Martedì 18 Febbraio 2014

Rivolta dei negozi

In 200 in Comune

per dire no alla Ztl

L’anello di piazza Roma, con via Plinio, piazza Grimoldi e via Pretorio sono off limits alle auto da ieri mattina, primo giorno di zona a traffico limitato allargata a Como. Tra un mese toccherà a tutta l’area attorno a piazza Volta.

Una decisione, quella del sindaco Mario Lucini e della giunta, che ieri sera ha scatenato le proteste dei commercianti del centro storico, ma non solo. Anche molti liberi professionisti e cittadini hanno contestato modi e tempi di attuazione del provvedimento preso dall’amministrazione di centrosinistra.

I fogli bianchi

Si sono presentati a Palazzo Cernezzi in oltre duecento (208 per la precisione) con in mano soltanto un foglio bianco, simbolo delle troppe parole spese e della sordità del governo cittadino.

Sono saliti al primo piano, dove si trova la sala del consiglio comunale, ma in tantissimi non sono riusciti neppure a entrare nella sala, rimanendo in corridoio poiché lo spazio era insufficiente a contenerli tutti.

Diversi consiglieri comunali di minoranza sono intervenuti a sostegno dei manifestanti, mentre il sindaco è rimasto in silenzio.

«Non siamo contrari alla ztl - ha detto Mario Molteni, capogruppo di Per Como - ma lo siamo sul metodo e sul modo. In un momento di crisi bisogna dare ascolto a chi dà lavoro».

Subito dopo è toccato a Laura Bordoli (gruppo misto): «Sono contenta di vedere tanta gente. Io conosco bene via Garibaldi e le difficoltà per riuscire a trovare un posto auto. In quella zona il Comune, con questo provvedimento, passerà da un incasso attuale di 70mila euro a soli 8mila. Qui siamo anche di fronte a un danno per le casse dell’amministrazione cittadina, che sembra voglia fare la Ztl a tutti i costi.Anche tanti professionisti del centro storico sono in crisi e questa non è la risposta. Questa amministrazione di sinistra sta facendo di Como una città solo per ricchi».

In chiusura, prima di Enrico Cenetiempo sono intervenuti i consiglieri di Adesso Como Alessandro Rapinese e Ada Mantovani, che hanno coordinato la protesta che hanno chiesto ancora una volta, al sindaco di fare marcia indietro. Entrambi hanno poi accompagnato i commercianti in piazza Roma, per verificare come sia «ridotta a un deserto e pericolosa».

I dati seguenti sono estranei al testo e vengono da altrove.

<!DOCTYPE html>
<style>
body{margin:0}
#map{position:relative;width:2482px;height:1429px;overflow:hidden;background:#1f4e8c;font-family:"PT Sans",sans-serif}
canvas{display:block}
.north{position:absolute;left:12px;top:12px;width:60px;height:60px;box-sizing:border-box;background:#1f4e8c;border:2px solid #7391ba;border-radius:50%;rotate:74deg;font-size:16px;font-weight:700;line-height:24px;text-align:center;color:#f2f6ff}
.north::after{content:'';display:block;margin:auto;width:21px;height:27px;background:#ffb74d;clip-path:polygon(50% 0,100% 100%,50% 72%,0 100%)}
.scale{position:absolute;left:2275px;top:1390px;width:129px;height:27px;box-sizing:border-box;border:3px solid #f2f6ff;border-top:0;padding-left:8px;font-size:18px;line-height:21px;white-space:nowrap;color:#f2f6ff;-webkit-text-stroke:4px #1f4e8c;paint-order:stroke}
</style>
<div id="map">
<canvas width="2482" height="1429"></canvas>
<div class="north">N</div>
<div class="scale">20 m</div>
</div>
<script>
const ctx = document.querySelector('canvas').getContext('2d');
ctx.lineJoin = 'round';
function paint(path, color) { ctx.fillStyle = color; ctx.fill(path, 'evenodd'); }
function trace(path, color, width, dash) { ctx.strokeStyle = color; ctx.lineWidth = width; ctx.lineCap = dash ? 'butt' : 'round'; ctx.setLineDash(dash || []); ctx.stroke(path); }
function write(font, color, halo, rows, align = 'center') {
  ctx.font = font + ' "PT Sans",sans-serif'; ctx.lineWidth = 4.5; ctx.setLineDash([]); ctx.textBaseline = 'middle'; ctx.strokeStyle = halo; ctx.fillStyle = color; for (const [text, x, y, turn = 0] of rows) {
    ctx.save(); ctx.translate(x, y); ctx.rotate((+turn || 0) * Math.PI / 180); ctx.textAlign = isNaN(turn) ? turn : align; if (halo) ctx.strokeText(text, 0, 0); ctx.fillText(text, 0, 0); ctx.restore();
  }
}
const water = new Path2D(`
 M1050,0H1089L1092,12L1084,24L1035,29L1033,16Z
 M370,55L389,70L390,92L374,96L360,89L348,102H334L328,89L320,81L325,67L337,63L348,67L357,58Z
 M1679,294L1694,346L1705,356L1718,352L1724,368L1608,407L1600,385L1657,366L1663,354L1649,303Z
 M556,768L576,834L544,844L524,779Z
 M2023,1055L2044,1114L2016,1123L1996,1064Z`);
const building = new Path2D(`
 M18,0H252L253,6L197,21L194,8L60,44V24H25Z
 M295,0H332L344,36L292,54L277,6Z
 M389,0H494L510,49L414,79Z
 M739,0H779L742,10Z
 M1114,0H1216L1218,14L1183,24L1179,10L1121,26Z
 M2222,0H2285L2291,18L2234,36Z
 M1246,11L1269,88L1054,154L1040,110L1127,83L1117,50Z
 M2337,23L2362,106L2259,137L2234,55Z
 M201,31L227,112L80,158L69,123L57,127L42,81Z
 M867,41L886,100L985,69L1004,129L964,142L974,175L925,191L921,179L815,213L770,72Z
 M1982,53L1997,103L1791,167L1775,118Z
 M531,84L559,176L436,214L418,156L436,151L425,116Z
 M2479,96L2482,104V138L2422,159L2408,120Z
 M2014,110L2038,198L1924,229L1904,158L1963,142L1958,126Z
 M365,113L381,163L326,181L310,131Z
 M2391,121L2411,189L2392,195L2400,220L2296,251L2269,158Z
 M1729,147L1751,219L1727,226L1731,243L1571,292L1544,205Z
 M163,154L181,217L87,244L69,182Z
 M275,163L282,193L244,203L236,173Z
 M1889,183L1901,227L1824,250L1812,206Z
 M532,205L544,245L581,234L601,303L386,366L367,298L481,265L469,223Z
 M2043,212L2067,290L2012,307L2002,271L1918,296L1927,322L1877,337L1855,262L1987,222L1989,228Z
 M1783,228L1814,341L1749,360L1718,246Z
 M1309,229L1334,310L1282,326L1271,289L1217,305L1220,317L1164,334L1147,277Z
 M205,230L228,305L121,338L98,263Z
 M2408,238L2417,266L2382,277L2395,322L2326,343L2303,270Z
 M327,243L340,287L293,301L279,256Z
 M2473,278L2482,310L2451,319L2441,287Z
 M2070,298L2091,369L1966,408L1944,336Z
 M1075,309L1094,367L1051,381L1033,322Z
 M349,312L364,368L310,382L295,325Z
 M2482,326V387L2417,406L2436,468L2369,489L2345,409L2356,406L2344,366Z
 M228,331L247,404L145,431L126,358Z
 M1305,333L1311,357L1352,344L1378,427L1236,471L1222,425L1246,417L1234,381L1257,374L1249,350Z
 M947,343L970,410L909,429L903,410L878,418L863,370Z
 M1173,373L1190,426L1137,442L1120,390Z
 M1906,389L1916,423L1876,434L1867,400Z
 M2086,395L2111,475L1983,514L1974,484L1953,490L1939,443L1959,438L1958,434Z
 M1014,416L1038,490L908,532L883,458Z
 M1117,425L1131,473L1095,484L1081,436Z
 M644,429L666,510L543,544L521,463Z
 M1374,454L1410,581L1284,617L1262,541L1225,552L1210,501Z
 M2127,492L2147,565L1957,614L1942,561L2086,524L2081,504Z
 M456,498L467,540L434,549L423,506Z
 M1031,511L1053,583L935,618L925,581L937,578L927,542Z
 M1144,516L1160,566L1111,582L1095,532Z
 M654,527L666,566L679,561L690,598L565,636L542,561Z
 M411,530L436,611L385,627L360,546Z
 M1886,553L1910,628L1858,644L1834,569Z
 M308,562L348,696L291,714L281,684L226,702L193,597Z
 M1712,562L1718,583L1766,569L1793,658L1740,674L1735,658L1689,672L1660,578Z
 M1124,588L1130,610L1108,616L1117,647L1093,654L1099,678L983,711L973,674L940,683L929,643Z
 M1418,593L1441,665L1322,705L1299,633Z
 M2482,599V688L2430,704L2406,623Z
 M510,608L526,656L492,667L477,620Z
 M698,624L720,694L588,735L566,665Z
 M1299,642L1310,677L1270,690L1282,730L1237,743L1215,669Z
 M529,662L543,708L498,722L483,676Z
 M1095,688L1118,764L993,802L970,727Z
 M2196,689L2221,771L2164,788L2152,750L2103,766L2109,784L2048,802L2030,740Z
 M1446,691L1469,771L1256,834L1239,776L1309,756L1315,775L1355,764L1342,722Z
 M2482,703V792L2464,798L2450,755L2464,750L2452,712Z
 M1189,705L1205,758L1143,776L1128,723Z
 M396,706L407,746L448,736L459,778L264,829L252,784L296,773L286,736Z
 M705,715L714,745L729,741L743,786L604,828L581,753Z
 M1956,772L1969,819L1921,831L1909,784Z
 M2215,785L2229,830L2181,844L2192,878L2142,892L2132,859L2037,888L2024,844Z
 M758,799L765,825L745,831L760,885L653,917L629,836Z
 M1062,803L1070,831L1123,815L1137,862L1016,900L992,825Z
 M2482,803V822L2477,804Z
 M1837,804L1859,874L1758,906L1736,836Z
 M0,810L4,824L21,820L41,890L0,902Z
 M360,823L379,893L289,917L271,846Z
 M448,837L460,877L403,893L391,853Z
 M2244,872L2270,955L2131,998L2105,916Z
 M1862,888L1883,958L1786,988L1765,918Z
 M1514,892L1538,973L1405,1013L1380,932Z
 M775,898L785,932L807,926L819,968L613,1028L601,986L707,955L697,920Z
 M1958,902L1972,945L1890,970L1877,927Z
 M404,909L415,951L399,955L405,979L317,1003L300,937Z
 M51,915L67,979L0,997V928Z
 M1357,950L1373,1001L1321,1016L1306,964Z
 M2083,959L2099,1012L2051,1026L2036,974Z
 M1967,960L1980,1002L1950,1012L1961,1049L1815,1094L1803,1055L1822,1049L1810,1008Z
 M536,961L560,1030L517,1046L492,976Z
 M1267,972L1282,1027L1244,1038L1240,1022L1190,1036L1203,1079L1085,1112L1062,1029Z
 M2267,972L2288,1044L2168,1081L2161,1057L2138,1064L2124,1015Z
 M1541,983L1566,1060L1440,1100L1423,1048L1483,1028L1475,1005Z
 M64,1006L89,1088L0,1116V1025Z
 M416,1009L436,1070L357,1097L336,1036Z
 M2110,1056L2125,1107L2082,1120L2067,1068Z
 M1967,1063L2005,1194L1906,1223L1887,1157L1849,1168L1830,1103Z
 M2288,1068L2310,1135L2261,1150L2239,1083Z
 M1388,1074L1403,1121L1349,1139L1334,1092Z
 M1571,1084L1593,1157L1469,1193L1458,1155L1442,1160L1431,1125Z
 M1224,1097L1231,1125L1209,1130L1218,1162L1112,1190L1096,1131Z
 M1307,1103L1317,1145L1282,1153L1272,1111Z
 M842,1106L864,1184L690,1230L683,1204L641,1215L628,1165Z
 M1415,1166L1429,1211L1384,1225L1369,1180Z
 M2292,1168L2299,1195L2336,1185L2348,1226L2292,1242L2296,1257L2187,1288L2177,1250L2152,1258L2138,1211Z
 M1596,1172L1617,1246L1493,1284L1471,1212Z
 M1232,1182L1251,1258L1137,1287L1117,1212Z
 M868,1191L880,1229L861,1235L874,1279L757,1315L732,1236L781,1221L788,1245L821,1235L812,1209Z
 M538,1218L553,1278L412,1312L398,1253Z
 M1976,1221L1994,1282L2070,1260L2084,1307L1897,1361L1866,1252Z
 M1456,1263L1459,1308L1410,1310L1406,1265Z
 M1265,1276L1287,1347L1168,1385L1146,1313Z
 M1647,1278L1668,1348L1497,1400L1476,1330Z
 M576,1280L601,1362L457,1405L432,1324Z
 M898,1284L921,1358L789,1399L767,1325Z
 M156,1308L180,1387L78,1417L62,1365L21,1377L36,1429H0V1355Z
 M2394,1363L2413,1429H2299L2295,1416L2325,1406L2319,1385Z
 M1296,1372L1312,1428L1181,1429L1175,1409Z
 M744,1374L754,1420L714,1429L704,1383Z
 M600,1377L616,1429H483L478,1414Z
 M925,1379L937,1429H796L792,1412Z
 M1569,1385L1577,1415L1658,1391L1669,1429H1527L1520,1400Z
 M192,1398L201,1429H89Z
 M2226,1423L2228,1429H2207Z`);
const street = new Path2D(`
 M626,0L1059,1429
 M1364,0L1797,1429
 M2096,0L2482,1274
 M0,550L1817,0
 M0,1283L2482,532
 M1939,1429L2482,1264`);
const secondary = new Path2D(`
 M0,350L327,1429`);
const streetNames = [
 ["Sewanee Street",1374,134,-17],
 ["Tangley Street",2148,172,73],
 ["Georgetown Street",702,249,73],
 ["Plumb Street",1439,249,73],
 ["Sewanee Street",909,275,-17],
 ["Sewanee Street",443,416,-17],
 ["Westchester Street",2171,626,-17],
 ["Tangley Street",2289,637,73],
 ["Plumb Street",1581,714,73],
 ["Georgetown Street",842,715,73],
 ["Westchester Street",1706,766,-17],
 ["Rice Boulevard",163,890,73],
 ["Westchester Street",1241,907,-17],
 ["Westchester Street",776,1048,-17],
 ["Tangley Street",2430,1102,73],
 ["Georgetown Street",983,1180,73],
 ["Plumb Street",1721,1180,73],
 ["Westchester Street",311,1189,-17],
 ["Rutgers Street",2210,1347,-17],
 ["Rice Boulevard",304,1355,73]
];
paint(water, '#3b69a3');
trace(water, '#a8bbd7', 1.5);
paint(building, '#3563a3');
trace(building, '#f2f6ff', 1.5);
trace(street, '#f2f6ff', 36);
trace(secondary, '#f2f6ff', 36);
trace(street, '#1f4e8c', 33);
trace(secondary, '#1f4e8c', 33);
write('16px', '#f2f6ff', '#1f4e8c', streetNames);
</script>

E in piazza Roma i duecento commercianti hanno fatto un presidio di protesta durato fino a pochi minuti prima delle 22, quando la protesta - almeno per la serata di ieri - è terminata.

Il primo cittadino

Il sindaco Mario Lucini nel corso della serata ha commentato la manifestazione dicendo:«È stata una protesta civile, come era stata annunciata. È un fatto noto che ci siano persone che non condividono la scelta che si sta attuando».

E ai commercianti che hanno lamentato una drastica riduzione degli introiti, il primo cittadino ha risposto che «non paiono valutazioni oggettive» e sarcasticamente ha aggiunto: «Anche i miei guadagni si sono dimezzati». Ovviamente ha ribadito che non farà marcia indietro.n R. Cro.